What is clear is that the establishment of a register of overseas owners of property is still far from being the norm, even in long-established property markets. For instance, a 2017 Transparency International report, Doors Wide Open: Corruption and Real Estate in Four Key Markets, looked at the steps being taken in Australia, Canada, the US and the UK. The report acknowledged that the UK is in the midst of establishing a register, but it was otherwise damning about the international situation: “There are few requirements and checks on foreign companies and individuals wishing to purchase property,” it said. “In all four countries, foreign companies do not need to provide information on their real owners to any sort of company registry in order to purchase property or to the land registry upon registration. Australia is the only country that has any checks on foreign investment, but these are not designed to prevent money laundering.”
Cowdock responds: “The establishment of the register would place the UK at the top in terms of corporate transparency around the world. So far, there are only a few countries that have registers, and in most places, they aren’t publicly available. But, although the UK will be a leader, any country remains vulnerable to illicit flows if its regulations aren’t implemented or adhered to properly.”
Speaking off the record, one international expert agrees that the rules on paper can differ wildly from the impact on the ground. “I recently asked people in one part of the world who they reported to if they had suspicions about someone or something,” the expert says. “They looked at me blankly, because there doesn’t appear to be anyone they can report to.”

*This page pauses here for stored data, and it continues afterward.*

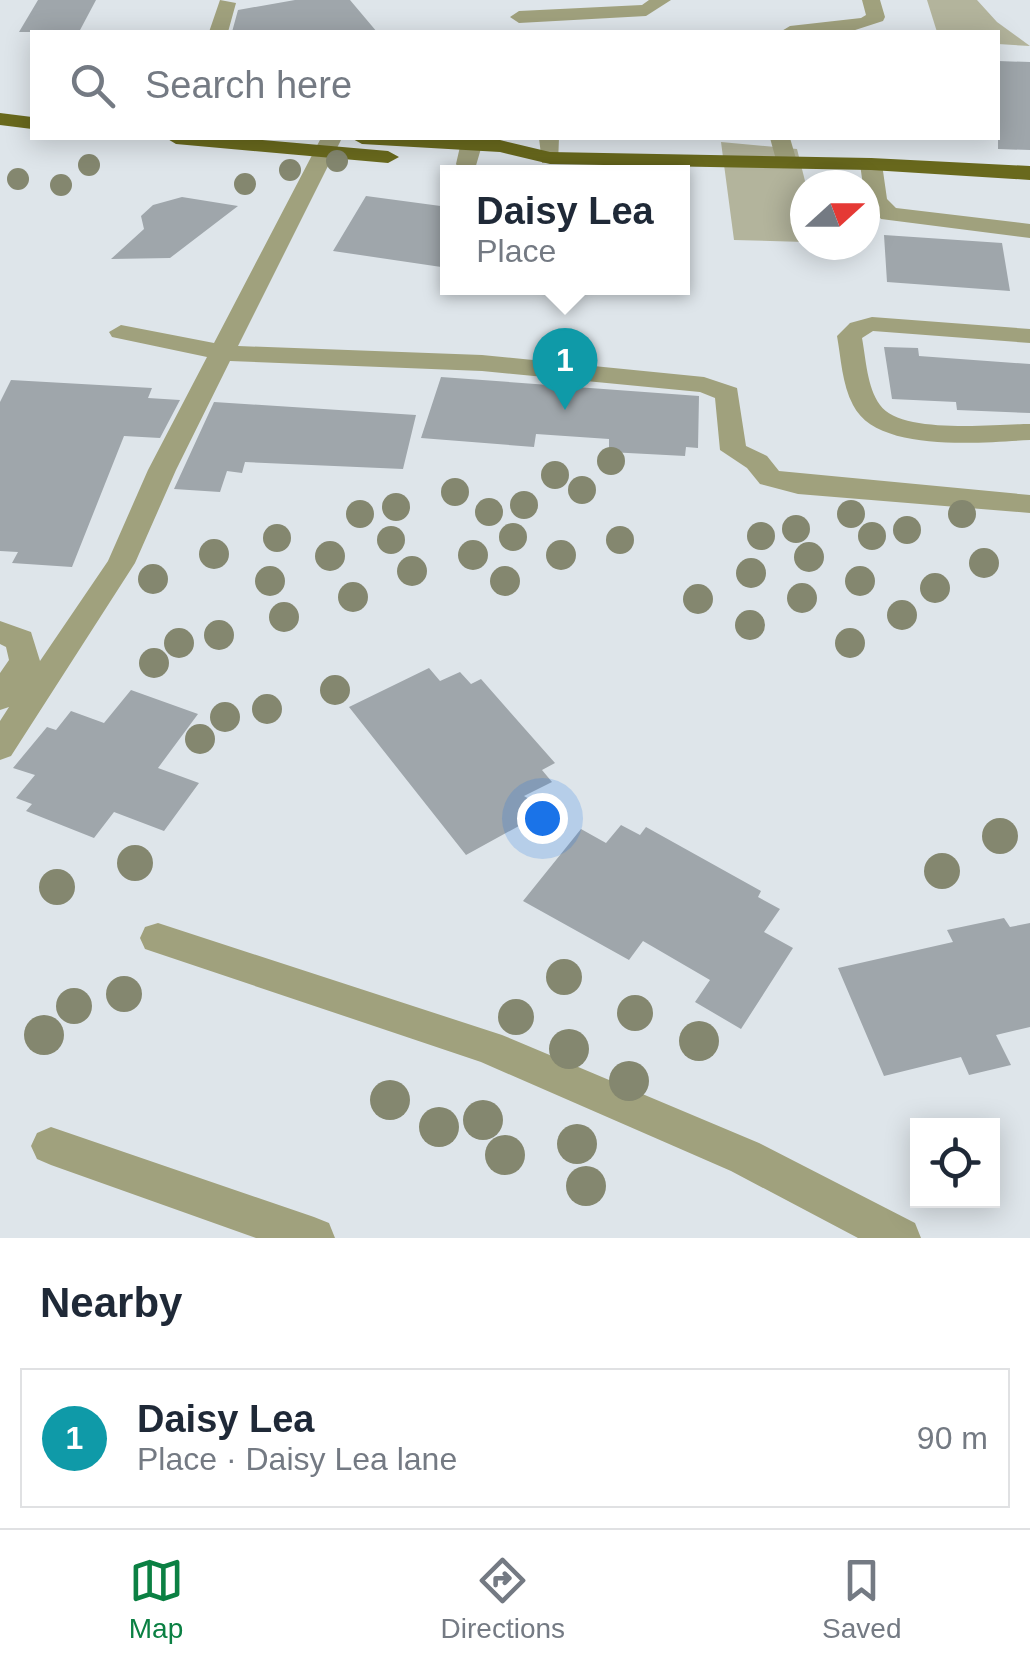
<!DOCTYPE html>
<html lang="en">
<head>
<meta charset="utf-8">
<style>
	:root { --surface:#fff; --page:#f2f2f3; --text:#1f2937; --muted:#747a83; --line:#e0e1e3; --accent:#0b8043 }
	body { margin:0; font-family:Helvetica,sans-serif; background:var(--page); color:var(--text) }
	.controls { position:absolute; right:30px; bottom:30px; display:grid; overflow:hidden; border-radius:0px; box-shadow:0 5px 25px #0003 }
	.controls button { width:90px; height:90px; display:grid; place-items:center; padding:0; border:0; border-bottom:2px solid var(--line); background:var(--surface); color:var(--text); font:50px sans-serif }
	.compass { position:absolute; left:790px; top:170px; width:90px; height:90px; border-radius:50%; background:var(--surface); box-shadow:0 5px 25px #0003; rotate:69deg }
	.you { position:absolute; left:542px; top:818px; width:35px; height:35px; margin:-25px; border:8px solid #fff; border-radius:50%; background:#1a73e8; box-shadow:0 0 0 15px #1a73e833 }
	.badge { display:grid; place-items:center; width:65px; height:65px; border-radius:50%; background:var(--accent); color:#fff; font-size:32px; font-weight:700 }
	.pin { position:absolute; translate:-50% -82px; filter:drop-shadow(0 2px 5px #0008) }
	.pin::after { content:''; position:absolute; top:52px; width:35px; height:30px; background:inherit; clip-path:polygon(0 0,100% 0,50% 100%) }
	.popup { position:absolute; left:440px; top:165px; width:250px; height:130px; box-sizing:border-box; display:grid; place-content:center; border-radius:0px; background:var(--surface); filter:drop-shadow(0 2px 8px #0005); font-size:32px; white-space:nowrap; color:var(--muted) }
	.popup b { font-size:38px; color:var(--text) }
	.popup::after { content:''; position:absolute; left:50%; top:100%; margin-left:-20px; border:20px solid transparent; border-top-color:var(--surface) }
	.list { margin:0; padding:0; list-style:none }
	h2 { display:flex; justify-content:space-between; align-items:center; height:130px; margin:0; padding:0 40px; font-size:42px }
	h2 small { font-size:32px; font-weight:400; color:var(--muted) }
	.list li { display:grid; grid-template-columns:65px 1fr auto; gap:30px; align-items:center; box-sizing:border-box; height:140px; margin:0 20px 20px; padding:0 20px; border:2px solid var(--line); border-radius:0px }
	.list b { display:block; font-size:38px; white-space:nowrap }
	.list p { margin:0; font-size:32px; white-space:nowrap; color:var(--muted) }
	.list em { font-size:32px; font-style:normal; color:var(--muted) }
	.icon { flex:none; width:55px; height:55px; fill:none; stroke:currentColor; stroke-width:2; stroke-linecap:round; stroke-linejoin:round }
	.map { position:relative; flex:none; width:1030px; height:1238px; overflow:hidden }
	.search { position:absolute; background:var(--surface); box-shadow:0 5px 25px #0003; left:30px; right:30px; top:30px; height:110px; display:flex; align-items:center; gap:25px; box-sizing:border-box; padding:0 35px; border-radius:0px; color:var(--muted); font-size:38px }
	.sheet { height:290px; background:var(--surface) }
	nav { display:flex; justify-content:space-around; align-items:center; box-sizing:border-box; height:140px; border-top:2px solid var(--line); background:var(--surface); font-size:28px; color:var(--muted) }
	nav a { display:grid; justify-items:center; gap:5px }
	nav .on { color:var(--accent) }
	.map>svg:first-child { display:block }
	.green { fill:#b3b49c }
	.building { fill:#9fa6ab }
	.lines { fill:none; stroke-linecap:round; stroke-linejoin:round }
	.minor { fill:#a0a17d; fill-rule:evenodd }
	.major { fill:#69691d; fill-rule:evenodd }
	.tree { fill:#84876f }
</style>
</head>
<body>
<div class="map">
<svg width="1030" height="1238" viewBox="0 0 1030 1238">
	<rect width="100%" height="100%" fill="#dee5ea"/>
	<path class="green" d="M 927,0 L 977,0 L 997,22 L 1030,46 L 998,44 L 998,32 L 937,32 Z
		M 721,142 L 797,149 L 806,185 L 805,242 L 734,240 Z"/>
	<path class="building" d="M 38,0 L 96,0 L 79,32 L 19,32 Z
		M 295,0 L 350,0 L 377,32 L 232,32 L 238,10 Z
		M 998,61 L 1030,62 L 1030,150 L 998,149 Z
		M 366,196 L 448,207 L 448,268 L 333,251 Z
		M 182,197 L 238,206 L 170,258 L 111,259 L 144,229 L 141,216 L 153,205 Z
		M 884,235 L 1002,243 L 1010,291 L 887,282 Z
		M 884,347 L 918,348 L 919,356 L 1030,364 L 1030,413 L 957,410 L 956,402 L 892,399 Z
		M 441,377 L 699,396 L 698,448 L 686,447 L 685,456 L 609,452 L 609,439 L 536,434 L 534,447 L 421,438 Z
		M 11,380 L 152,388 L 148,398 L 180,400 L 160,438 L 124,436 L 72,567 L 12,563 L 18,552 L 0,551 L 0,402 Z
		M 214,402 L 416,415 L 403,469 L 245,462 L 242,473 L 227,471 L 220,492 L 174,489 Z
		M 429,668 L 440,681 L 460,672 L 471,684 L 481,679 L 555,763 L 542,770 L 552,782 L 524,796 L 548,810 L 466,855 L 349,707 Z
		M 131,690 L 198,714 L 158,768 L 199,783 L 164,831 L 114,812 L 94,838 L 26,811 L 32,804 L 16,798 L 35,775 L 13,768 L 47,727 L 56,730 L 71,711 L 104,723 Z
		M 621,825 L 640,835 L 646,827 L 761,891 L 758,897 L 780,909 L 764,932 L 793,948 L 741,1029 L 695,1002 L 710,980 L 643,941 L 629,960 L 523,901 L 581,829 L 606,843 Z
		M 1004,918 L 1010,927 L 1030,923 L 1030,1027 L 996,1035 L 1011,1065 L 969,1075 L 961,1057 L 884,1076 L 838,968 L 953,942 L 947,930 Z"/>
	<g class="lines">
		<path class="minor" d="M 220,0 L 236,3 L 228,32 L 209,32 Z
			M 649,0 L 671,0 L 646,16 L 519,23 L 510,17 L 519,11 L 642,5 Z
			M 862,0 L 880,0 L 885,17 L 883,21 L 849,32 L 780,32 L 790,26 L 861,18 L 866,15 Z
			M 321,138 L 342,138 L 238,346 L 482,355 L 704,377 L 737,388 L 746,446 L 767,456 L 779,471 L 1030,495 L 1030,513 L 798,494 L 760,484 L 747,468 L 720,450 L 715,398 L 700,392 L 482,371 L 230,361 L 176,470 L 135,563 L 11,756 L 0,760 L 0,721 L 9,707 L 0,710 L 0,673 L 9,660 L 6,647 L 0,644 L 0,621 L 31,632 L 40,661 L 108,561 L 148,470 L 207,357 L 112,337 L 109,332 L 121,325 L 214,343 Z
			M 462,138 L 484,138 L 475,169 L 459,169 L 456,164 Z
			M 539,138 L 559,138 L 558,163 L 542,163 Z
			M 770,138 L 790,138 L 797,162 L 794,167 L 778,167 Z
			M 871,158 L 882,164 L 887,199 L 896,208 L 1030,224 L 1030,238 L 881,219 L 865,200 L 860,164 Z
			M 872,317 L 1030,329 L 1030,343 L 873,331 L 862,338 C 866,359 867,387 880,405 C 900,435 997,424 1030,424 L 1030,440 C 984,442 877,454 853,405 C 842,384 841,358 837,336 L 850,323 Z
			M 158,923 L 502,1035 L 759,1143 L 915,1223 L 921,1238 L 858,1238 L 731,1171 L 481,1062 L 145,949 L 140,938 L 145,927 Z
			M 51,1127 L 314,1217 L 329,1223 L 335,1238 L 256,1238 L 51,1165 L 37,1159 L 31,1146 L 37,1133 Z"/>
		<path class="major" d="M 0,113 L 32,117 L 32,129 L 0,125 Z
			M 166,138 L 241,138 L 388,151 L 399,157 L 388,163 L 176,144 Z
			M 351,138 L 500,140 L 550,152 L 871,158 L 1030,166 L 1030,180 L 871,170 L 550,164 L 500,152 L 362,144 Z"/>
	</g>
	<g class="tree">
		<circle cx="337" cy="161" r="11"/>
		<circle cx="89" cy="165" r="11"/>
		<circle cx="290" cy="170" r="11"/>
		<circle cx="18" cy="179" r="11"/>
		<circle cx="245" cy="184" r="11"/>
		<circle cx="61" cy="185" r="11"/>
		<circle cx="611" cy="461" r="14"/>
		<circle cx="555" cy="475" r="14"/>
		<circle cx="582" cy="490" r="14"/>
		<circle cx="455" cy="492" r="14"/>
		<circle cx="524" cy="505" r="14"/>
		<circle cx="396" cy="507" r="14"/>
		<circle cx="489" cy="512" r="14"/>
		<circle cx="360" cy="514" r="14"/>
		<circle cx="851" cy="514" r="14"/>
		<circle cx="962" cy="514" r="14"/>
		<circle cx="796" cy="529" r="14"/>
		<circle cx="907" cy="530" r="14"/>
		<circle cx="761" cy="536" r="14"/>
		<circle cx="872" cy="536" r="14"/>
		<circle cx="513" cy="537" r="14"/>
		<circle cx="277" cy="538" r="14"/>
		<circle cx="391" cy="540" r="14"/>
		<circle cx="620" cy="540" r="14"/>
		<circle cx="214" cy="554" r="15"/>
		<circle cx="473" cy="555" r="15"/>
		<circle cx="561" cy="555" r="15"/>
		<circle cx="330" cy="556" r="15"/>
		<circle cx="809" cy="557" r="15"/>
		<circle cx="984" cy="563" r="15"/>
		<circle cx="412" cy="571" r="15"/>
		<circle cx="751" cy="573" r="15"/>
		<circle cx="153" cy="579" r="15"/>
		<circle cx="270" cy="581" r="15"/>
		<circle cx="505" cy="581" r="15"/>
		<circle cx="860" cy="581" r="15"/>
		<circle cx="935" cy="588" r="15"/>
		<circle cx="353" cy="597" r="15"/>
		<circle cx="802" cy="598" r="15"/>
		<circle cx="698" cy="599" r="15"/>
		<circle cx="902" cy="615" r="15"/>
		<circle cx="284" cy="617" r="15"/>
		<circle cx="750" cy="625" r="15"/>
		<circle cx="219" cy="635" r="15"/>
		<circle cx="179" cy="643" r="15"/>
		<circle cx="850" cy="643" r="15"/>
		<circle cx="154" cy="663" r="15"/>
		<circle cx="335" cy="690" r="15"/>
		<circle cx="267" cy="709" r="15"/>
		<circle cx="225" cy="717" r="15"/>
		<circle cx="200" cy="739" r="15"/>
		<circle cx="1000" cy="836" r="18"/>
		<circle cx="135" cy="863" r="18"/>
		<circle cx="942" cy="871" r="18"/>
		<circle cx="57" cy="887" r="18"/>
		<circle cx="564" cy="977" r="18"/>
		<circle cx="124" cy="994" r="18"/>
		<circle cx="74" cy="1006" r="18"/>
		<circle cx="635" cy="1013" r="18"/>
		<circle cx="516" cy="1017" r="18"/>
		<circle cx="44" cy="1035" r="20"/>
		<circle cx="699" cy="1041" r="20"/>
		<circle cx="569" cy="1049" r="20"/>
		<circle cx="629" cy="1081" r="20"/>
		<circle cx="390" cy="1100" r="20"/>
		<circle cx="483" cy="1120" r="20"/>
		<circle cx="439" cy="1127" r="20"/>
		<circle cx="577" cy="1144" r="20"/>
		<circle cx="505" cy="1155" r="20"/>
		<circle cx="586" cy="1186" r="20"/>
	</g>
</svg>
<div class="controls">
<button><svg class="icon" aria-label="locate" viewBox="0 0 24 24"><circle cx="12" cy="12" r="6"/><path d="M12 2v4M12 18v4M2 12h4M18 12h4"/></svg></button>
</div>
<svg class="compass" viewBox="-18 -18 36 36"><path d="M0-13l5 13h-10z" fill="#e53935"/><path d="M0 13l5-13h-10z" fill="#747a83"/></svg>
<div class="you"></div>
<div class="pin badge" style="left:565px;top:410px;background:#0f9aa8">1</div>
<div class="popup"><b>Daisy Lea</b>Place</div>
<div class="search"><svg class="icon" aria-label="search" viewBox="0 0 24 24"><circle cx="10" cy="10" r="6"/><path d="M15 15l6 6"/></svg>Search here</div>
</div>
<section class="sheet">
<h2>Nearby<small></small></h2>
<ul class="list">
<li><span class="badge" style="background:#0f9aa8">1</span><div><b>Daisy Lea</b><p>Place · Daisy Lea lane</p></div><em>90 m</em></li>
</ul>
</section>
<nav>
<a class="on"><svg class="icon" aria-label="map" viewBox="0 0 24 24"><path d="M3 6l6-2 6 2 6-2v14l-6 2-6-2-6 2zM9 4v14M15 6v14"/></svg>Map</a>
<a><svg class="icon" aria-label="directions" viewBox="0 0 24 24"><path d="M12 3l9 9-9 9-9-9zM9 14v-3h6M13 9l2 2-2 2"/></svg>Directions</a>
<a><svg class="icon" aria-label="saved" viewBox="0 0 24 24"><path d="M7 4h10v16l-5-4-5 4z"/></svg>Saved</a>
</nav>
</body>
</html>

It also has to be asked why registers of overseas ownership are not being taken up more widely around the world. According to Stoffer, one of the main reasons is that policing the information is incredibly difficult. Governments, he says, are wary of placing requirements on professionals that may prove impossible to fulfil, and which would therefore add regulatory burdens without actually stemming the flow of illicit cash. “Say there is a company buying a nice property in Kensington, and that company has four shareholders” says Stoffer. “One is in Saudi Arabia, one is in Nigeria, one is in the UK and the other is in the US. When the professionals acting on the transaction do their due diligence and call these four countries to figure out who the owners of the company actually are, they find out that each shareholder is another company, which in turn is owned by three more companies, and so on and so on.”
Peter Bolton King FRICS, global director of professionalism and ethics at RICS, agrees that tracking down genuine beneficial owners can be fiendishly difficult. “This caused a real problem in Canada,” he says. “Real estate agents found themselves in an impossible situation trying to work out the beneficial ownership based on all sorts of weird offshore companies.”

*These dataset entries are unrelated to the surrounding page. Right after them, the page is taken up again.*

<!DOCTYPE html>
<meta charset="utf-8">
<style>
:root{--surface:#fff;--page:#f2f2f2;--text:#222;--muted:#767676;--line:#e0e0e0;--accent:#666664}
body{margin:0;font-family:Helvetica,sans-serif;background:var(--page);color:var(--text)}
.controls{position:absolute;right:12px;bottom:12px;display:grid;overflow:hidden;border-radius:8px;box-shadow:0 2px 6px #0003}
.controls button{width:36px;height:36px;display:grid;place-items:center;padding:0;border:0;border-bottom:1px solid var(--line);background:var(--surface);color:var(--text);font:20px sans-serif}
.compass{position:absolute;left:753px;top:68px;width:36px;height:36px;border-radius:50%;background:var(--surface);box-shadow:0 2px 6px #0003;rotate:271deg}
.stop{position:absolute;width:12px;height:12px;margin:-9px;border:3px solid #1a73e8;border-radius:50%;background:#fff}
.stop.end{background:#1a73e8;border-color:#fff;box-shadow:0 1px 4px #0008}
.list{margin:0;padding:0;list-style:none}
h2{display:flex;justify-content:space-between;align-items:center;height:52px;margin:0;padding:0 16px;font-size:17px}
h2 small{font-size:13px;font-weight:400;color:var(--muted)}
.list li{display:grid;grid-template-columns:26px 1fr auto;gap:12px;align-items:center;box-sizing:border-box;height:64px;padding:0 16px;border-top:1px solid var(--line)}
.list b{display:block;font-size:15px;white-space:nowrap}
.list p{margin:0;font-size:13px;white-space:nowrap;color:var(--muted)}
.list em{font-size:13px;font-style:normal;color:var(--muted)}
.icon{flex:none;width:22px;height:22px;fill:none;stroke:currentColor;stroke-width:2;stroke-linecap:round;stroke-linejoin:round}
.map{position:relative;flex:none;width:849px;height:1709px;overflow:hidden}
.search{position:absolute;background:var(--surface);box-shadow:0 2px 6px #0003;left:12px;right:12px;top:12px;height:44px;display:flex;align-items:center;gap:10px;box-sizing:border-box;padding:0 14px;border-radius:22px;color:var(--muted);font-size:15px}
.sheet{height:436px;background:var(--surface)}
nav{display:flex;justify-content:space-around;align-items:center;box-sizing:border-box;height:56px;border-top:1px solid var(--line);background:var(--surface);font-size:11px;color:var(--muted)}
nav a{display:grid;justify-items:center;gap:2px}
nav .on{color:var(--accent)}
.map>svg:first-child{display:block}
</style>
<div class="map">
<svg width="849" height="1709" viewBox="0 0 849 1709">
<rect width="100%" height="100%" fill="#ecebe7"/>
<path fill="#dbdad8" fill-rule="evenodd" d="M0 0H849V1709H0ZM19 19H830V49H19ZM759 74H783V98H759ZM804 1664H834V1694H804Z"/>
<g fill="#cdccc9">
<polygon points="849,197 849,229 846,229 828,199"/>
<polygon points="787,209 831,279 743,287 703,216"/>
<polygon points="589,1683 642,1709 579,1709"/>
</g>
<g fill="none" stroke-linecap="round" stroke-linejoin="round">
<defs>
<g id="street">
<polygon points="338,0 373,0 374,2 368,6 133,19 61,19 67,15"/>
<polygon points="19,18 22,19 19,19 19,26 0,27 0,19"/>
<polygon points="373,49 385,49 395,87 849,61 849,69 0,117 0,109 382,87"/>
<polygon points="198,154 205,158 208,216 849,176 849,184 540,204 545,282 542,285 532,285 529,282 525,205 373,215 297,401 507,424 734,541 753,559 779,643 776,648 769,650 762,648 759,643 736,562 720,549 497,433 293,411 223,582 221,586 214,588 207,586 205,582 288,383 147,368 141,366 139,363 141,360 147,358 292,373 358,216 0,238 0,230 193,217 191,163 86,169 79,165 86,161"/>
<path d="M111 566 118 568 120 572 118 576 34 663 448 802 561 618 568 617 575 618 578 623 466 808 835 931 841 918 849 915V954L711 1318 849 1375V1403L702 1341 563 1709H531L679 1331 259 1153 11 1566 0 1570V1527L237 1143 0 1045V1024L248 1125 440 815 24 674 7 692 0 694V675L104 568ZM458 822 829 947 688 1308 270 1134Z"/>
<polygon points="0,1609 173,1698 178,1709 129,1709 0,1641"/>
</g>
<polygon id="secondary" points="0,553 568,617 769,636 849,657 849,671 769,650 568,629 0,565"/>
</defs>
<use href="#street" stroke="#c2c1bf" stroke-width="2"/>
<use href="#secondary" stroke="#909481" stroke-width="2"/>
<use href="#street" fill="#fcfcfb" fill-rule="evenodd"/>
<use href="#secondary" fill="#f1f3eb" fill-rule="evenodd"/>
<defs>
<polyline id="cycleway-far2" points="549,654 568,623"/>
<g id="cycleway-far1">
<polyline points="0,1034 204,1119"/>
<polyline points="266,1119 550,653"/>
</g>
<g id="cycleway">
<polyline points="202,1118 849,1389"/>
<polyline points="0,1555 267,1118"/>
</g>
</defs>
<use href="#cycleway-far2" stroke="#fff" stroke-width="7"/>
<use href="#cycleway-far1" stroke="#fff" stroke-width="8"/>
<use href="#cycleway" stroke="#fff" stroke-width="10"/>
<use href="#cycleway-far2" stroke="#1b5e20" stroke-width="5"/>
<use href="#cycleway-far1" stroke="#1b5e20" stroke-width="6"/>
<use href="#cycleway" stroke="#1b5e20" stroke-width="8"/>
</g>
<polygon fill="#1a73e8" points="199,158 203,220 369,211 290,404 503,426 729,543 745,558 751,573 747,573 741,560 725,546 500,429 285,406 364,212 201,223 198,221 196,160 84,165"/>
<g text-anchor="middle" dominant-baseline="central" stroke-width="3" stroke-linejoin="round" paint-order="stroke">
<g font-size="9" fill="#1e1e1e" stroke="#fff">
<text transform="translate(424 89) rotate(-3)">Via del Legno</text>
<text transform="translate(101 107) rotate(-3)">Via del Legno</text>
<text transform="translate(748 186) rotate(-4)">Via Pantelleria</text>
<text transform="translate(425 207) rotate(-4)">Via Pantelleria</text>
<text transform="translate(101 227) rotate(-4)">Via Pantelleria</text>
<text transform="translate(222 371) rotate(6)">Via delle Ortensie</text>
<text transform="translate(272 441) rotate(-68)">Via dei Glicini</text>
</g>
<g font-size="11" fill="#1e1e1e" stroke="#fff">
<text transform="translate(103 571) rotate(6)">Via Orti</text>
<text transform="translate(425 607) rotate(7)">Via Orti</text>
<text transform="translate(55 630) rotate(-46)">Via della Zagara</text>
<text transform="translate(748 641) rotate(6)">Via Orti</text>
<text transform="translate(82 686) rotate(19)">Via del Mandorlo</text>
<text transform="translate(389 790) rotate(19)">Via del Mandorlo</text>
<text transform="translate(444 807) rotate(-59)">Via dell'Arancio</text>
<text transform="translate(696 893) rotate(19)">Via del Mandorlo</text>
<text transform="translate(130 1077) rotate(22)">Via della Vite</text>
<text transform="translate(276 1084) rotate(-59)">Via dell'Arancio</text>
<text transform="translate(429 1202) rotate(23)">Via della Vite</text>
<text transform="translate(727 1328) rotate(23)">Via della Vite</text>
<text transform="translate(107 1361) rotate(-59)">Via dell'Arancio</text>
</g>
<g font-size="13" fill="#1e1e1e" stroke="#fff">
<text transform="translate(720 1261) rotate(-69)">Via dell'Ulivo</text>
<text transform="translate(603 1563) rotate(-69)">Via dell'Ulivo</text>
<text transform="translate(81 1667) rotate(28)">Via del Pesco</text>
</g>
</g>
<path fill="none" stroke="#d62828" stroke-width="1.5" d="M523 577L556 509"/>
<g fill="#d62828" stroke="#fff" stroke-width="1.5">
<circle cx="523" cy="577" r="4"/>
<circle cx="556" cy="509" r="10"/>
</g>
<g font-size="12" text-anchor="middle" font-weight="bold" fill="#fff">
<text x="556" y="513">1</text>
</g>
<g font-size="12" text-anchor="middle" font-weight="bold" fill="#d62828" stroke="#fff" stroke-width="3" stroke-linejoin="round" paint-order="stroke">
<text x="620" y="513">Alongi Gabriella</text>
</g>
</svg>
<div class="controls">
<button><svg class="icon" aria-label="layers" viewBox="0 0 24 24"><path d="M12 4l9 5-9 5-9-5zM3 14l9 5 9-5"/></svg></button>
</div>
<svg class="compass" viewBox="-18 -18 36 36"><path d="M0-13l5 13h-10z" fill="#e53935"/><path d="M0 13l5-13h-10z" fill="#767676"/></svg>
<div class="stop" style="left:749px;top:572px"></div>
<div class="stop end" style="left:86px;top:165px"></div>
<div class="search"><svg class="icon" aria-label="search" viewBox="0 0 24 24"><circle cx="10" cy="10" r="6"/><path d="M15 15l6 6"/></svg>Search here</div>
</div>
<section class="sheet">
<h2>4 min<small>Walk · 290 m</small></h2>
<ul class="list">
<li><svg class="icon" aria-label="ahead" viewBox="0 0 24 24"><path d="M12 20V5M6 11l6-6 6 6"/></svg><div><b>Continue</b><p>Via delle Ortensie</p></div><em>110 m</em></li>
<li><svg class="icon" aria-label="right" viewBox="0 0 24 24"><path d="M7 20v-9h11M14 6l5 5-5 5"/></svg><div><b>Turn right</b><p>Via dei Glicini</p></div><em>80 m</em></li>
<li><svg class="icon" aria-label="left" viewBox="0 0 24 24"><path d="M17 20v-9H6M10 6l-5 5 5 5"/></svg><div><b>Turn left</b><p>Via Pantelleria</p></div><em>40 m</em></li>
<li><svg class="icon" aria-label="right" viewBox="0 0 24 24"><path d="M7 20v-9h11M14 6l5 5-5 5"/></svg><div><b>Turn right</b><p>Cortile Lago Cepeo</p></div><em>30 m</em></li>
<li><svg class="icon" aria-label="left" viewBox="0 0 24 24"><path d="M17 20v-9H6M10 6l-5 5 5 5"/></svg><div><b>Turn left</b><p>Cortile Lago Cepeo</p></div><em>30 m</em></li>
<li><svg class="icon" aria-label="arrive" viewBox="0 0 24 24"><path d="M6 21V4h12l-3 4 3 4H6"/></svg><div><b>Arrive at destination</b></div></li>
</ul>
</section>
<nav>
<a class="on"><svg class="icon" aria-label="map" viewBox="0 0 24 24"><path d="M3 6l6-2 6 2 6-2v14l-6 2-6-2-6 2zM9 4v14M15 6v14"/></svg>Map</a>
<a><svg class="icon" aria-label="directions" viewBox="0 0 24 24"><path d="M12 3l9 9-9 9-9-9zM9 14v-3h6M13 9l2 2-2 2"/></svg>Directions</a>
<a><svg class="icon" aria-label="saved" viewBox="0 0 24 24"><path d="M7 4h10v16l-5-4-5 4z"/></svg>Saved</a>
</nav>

What’s more, some territories have valid reasons for not wanting to make registers of overseas ownership public, says Nimesh Shah, partner at London-based accountant Blick Rothenberg. “You are putting people on the radar who own valuable real estate,” he says. “I have clients in countries where you have to be careful about how much wealth you are seen to have, because there are kidnapping threats all the time.”
So, while the UK’s plans look set to make it a world leader in transparency, it seems doubtful whether many other countries will follow its example. Rightly or wrongly, for the most part, offshore will continue to mean a long way out of sight.